Venu témoigner à la tribune de la FCPE, Lyes Louffok en appelle à la vigilance des parents d’élèves et à un changement de regard. « Il y a un travail à faire au sein de l’école pour faire prendre conscience à tous (parents, équipe éducative) que l’on existe, dit-il. Il y a encore beaucoup de gens qui pensent que l’école se fait dans les foyers. Non, on est dans les mêmes écoles que vos enfants, mais à la différence des autres, on n’a pas nos parents, donc on a des difficultés qui se rajoutent ! » Lutter contre la stigmatisation (« les enfants placés sont encore trop souvent assimilés à des délinquants, remarque Lyes. Comme s’ils étaient responsables de leur placement ») et contribuer à repérer les enfants en souffrance.
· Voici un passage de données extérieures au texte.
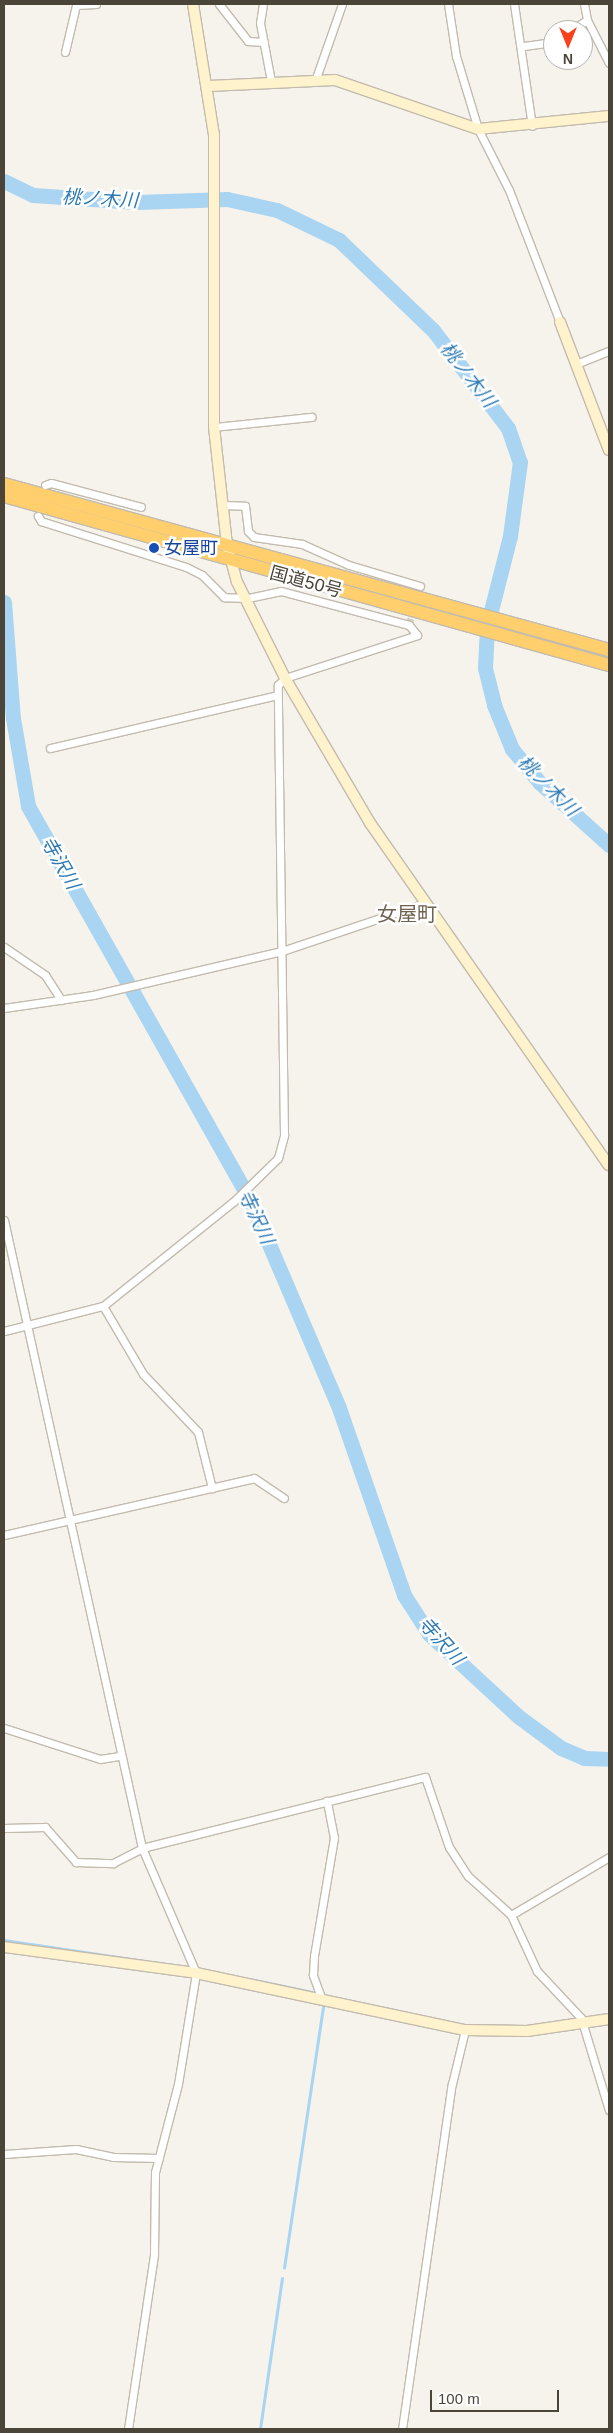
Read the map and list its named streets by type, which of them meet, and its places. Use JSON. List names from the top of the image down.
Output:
{
  "streets": {
    "highway": ["国道50号"]
  },
  "districts": ["女屋町"],
  "water": ["桃ノ木川", "寺沢川"],
  "places": ["女屋町"],
  "scale_bar": "100 m",
  "north": "bottom"
}
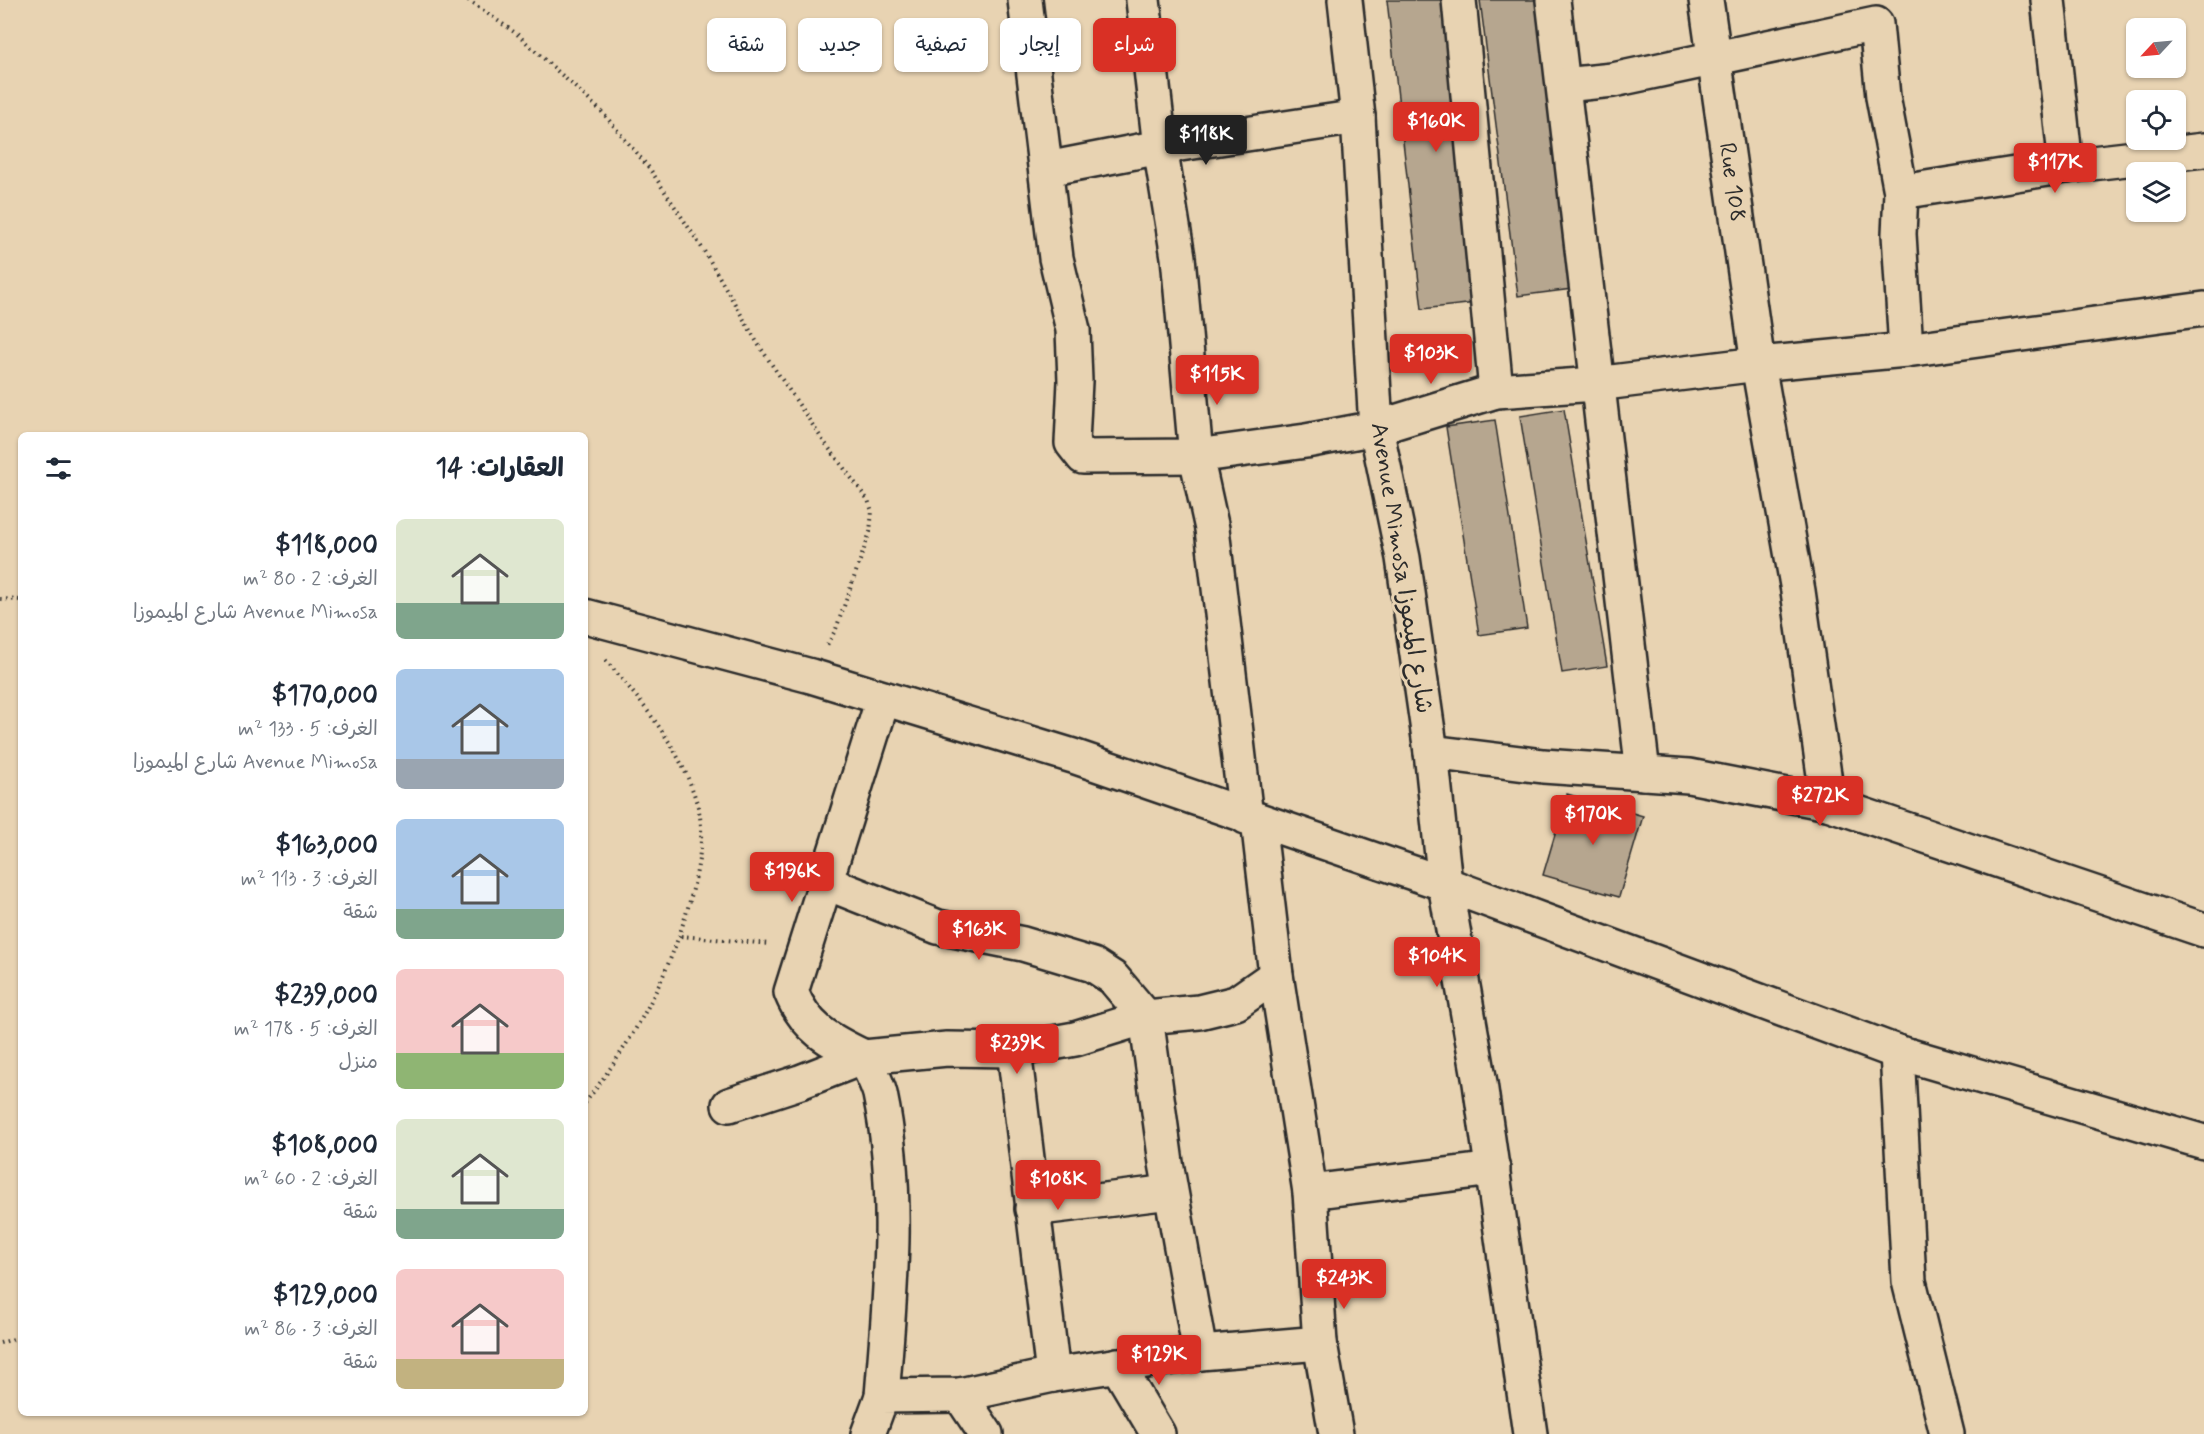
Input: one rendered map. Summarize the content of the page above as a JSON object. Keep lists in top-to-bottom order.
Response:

Car, comme il tient à le rappeler : « L’école peut être le lieu où la parole se libère au sujet des violences institutionnelles. »
Chiffre-clé
Infos pratiques
Colloque national de la FCPE sur les droits des enfants et des jeunes
Lors du colloque d’Arras organisé par la FCPE le 16 novembre dernier, la table ronde animée par Eric Labastie, secrétaire général adjoint de la fédération, et consacrée à l’exercice du droit pour les enfants et les jeunes, a été l’occasion pour des intervenants venus d’horizons divers d’aborder chacun cette thématique sous un angle différent.Tout d’abord, Mathieu Devlaminck, vice-président de l’Union nationale lycéenne (UNL) a mis en avant les difficultés pour les lycéens d’exercer leurs droits, pourtant reconnus par le code de l’éducation. Lyes Louffok a ensuite axé son intervention sur le non-respect, en France, du droit à la protection pour les enfants, en particulier pour les enfants placés. Arnaud Riquier, responsable du service citoyenneté et vie étudiante de la ville d’Arras, a quant à lui présenté le conseil municipal d’enfants et de jeunes de la Ville d’Arras et sa mission de développer la citoyenneté des plus jeunes en leur offrant un lieu de parole. Enfin, Serge Vanderkelen, médiateur académique de Lille, a rappelé le rôle d’un médiateur au travers de cas pratiques auxquels il a été confronté dans le cadre de ses fonctions.